Top of Exercise material

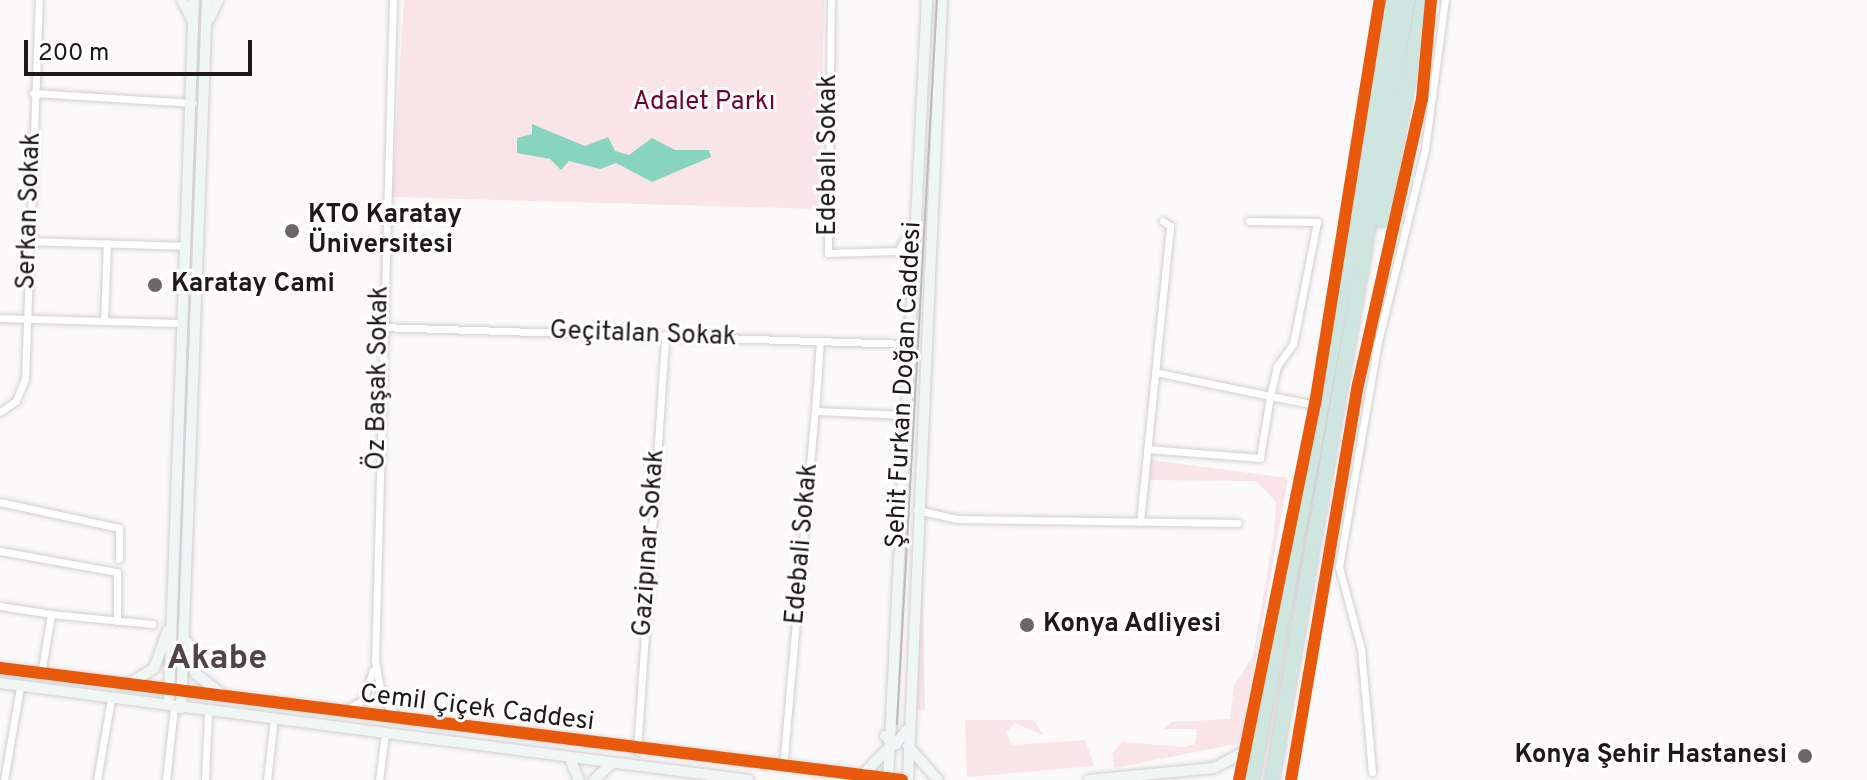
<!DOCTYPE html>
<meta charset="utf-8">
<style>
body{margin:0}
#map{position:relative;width:1867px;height:780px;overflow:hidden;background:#fbf9fa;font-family:Overpass,sans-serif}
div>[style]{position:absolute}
.green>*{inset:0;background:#f9e4e7}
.water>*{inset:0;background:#88d5bf}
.roads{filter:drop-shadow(0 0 2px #d3cfd0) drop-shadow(0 0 2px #d3cfd0)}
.street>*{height:7px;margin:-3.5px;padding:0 3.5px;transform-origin:3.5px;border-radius:3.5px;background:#fefefe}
.secondary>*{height:10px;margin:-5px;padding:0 5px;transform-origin:5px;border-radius:5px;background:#f0f6f5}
.highway>*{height:14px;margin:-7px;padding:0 7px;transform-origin:7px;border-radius:7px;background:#cfe5e0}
.tram>*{height:2px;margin:-1px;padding:0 1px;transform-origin:1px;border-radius:1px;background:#bcbcbc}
.cycleway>*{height:12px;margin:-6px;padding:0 6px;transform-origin:6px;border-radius:6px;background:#e8590c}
.dots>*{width:22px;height:22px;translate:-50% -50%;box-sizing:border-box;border:4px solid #fff;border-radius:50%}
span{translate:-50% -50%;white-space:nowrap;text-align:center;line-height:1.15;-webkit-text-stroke:6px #fff;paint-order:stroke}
.park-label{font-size:26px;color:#71002e}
.street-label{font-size:26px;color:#1e1819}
.poi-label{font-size:26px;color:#1e1819;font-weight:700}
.left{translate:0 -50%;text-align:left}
.right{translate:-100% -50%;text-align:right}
.district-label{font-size:34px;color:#534346;font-weight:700}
.scale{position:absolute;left:24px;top:40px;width:228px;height:36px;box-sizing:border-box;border:4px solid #1e1819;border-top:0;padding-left:10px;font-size:24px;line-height:28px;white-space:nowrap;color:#1e1819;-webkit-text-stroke:6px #fff;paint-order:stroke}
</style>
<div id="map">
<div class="green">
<div style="clip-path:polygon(404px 0,824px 0,820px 209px,392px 197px)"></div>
<div style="clip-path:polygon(1151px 460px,1288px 478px,1241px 743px,1114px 768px,1112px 753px,1122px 742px,1185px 747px,1195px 744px,1197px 729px,1164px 729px,1171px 722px,1230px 719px,1234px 686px,1253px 656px,1274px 533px,1276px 502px,1256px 481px,1150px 480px)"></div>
<div style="clip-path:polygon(922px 530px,925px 710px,916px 711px)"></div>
<div style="clip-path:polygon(965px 720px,1034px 720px,1043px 735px,1015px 723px,1006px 732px,1012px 745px,1085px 740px,1094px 766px,967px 777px)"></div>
</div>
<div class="water">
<div style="clip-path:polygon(532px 124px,585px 146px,608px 137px,615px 151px,629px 155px,652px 138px,675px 150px,709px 150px,711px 157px,652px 182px,616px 163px,600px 169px,569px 161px,561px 170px,550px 159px,517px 153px,517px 138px,532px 134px)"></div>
</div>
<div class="roads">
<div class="street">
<div style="left:393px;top:0;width:660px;rotate:91.56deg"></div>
<div style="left:375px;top:660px;width:39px;rotate:80deg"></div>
<div style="left:382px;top:698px;width:22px;rotate:51deg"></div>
<div style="left:831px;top:0;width:253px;rotate:90.7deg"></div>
<div style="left:828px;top:253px;width:70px;rotate:-1.6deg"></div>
<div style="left:898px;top:251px;width:29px;rotate:-59deg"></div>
<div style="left:33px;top:93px;width:160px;rotate:3.6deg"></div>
<div style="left:1249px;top:221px;width:68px;rotate:0.8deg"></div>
<div style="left:1317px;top:222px;width:124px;rotate:101.1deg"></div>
<div style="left:1293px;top:344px;width:27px;rotate:126deg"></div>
<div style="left:1277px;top:366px;width:31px;rotate:103deg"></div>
<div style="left:1270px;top:396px;width:52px;rotate:11.1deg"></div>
<div style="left:29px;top:241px;width:156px;rotate:1.8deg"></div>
<div style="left:0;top:318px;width:183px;rotate:1.6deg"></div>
<div style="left:104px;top:321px;width:78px;rotate:-87.8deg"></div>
<div style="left:379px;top:327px;width:529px;rotate:1.84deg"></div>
<div style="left:815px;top:411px;width:70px;rotate:-85.9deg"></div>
<div style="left:0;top:412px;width:19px;rotate:-35deg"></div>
<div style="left:16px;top:401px;width:24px;rotate:-68deg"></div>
<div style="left:25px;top:379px;width:379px;rotate:-87.9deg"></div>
<div style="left:1147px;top:449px;width:113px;rotate:4.6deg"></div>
<div style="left:1260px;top:458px;width:63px;rotate:-80.8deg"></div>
<div style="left:1270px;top:396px;width:117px;rotate:-168.2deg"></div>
<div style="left:0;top:502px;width:122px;rotate:12.3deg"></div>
<div style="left:119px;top:528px;width:31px;rotate:90deg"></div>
<div style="left:917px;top:510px;width:41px;rotate:12.7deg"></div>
<div style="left:957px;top:519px;width:281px;rotate:0.8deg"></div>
<div style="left:1140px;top:522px;width:298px;rotate:-84.2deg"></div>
<div style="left:1170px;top:226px;width:9px;rotate:-144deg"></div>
<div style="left:0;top:551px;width:119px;rotate:10.2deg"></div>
<div style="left:117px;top:572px;width:49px;rotate:90deg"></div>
<div style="left:0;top:606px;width:52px;rotate:8.9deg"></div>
<div style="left:41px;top:675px;width:62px;rotate:-80.7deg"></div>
<div style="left:51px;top:614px;width:102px;rotate:5.6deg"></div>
<div style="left:346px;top:710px;width:21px;rotate:-31deg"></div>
<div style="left:364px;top:699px;width:30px;rotate:-73deg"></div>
<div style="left:637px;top:751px;width:417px;rotate:-86.1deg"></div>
<div style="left:783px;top:767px;width:357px;rotate:-84.9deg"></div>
<div style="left:815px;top:411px;width:89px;rotate:2.6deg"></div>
<div style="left:1372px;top:772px;width:123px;rotate:-95.1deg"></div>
<div style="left:1361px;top:649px;width:85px;rotate:-105deg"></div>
<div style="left:1339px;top:567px;width:224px;rotate:-80.2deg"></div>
<div style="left:1377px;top:346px;width:203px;rotate:-76.3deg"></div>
<div style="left:1425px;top:149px;width:150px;rotate:-82.4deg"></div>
<div style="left:4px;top:780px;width:94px;rotate:-80.2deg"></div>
<div style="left:97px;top:780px;width:82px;rotate:-80.2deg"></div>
<div style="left:166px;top:780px;width:73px;rotate:-83.7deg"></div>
<div style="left:205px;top:780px;width:67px;rotate:-87.4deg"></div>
<div style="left:267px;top:780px;width:61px;rotate:-83.5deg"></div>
<div style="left:379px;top:780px;width:46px;rotate:-82.6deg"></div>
</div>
<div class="secondary">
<div style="left:182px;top:0;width:22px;rotate:63deg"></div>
<div style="left:210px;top:18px;width:20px;rotate:-66deg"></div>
<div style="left:188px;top:643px;width:32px;rotate:76deg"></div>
<div style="left:196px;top:674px;width:36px;rotate:38deg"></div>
<div style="left:0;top:668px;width:909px;rotate:7.08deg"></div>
<div style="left:0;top:683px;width:755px;rotate:7.38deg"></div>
<div style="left:128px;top:685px;width:31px;rotate:-33deg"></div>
<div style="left:154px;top:668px;width:40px;rotate:-69.8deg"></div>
<div style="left:169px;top:697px;width:697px;rotate:-87.95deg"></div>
<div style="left:181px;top:708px;width:708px;rotate:-87.9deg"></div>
<div style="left:885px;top:736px;width:14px;rotate:36deg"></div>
<div style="left:896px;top:744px;width:18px;rotate:-52deg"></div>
<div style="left:908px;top:746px;width:45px;rotate:48.6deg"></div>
<div style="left:570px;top:758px;width:24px;rotate:68deg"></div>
<div style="left:863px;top:775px;width:33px;rotate:-47deg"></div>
<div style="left:594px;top:780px;width:25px;rotate:-43deg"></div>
<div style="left:888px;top:780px;width:781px;rotate:-87.14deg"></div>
<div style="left:908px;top:780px;width:781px;rotate:-87.5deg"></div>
<div style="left:1089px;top:780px;width:126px;rotate:-5.5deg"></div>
<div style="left:1214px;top:768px;width:34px;rotate:-28deg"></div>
<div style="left:1244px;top:752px;width:23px;rotate:-56deg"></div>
</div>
<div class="highway">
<div style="left:1353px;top:213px;width:215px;rotate:-81.7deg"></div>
<div style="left:1382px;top:220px;width:224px;rotate:-79.4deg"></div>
<div style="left:1252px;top:780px;width:793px;rotate:-79.47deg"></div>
<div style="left:1272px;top:780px;width:792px;rotate:-80.11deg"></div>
</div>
</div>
<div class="tram">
<div style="left:897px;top:724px;width:725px;rotate:-86.84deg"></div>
</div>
<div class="cycleway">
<div style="left:0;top:668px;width:909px;rotate:7.08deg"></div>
<div style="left:1239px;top:780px;width:384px;rotate:-78.6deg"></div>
<div style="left:1315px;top:404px;width:409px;rotate:-80.9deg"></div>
<div style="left:1291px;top:780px;width:401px;rotate:-80.4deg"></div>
<div style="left:1358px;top:385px;width:293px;rotate:-77.4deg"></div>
<div style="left:1422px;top:99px;width:99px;rotate:-84.8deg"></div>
</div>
<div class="dots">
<div style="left:292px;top:231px;background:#6b6768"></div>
<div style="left:155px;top:285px;background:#6b6768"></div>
<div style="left:1027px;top:625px;background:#6b6768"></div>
<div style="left:1805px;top:756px;background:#6b6768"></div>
</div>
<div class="park-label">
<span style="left:704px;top:103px">Adalet Parkı</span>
</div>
<div class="street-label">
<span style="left:829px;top:155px;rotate:-90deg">Edebalı Sokak</span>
<span style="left:30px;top:211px;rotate:-88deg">Serkan Sokak</span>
<span style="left:643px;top:335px;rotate:2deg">Geçitalan Sokak</span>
<span style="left:379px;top:378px;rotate:-89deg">Öz Başak Sokak</span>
<span style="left:905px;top:385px;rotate:-87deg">Şehit Furkan Doğan Caddesi</span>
<span style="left:650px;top:543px;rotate:-86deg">Gazipınar Sokak</span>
<span style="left:803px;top:544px;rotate:-85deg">Edebali Sokak</span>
<span style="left:477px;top:709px;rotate:7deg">Cemil Çiçek Caddesi</span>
</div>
<div class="poi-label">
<span class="left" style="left:308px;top:231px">KTO Karatay<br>Üniversitesi</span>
<span class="left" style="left:171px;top:285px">Karatay Cami</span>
<span class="left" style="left:1043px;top:625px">Konya Adliyesi</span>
<span class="right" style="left:1787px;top:756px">Konya Şehir Hastanesi</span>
</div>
<div class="district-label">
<span style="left:217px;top:660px">Akabe</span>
</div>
<div class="scale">200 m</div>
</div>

Bottom of Exercise material

**Exercise instructions**
In the records above, find the lines containing "roads" and copy them.

**Output of the exercise**
.roads{filter:drop-shadow(0 0 2px #d3cfd0) drop-shadow(0 0 2px #d3cfd0)}
<div class="roads">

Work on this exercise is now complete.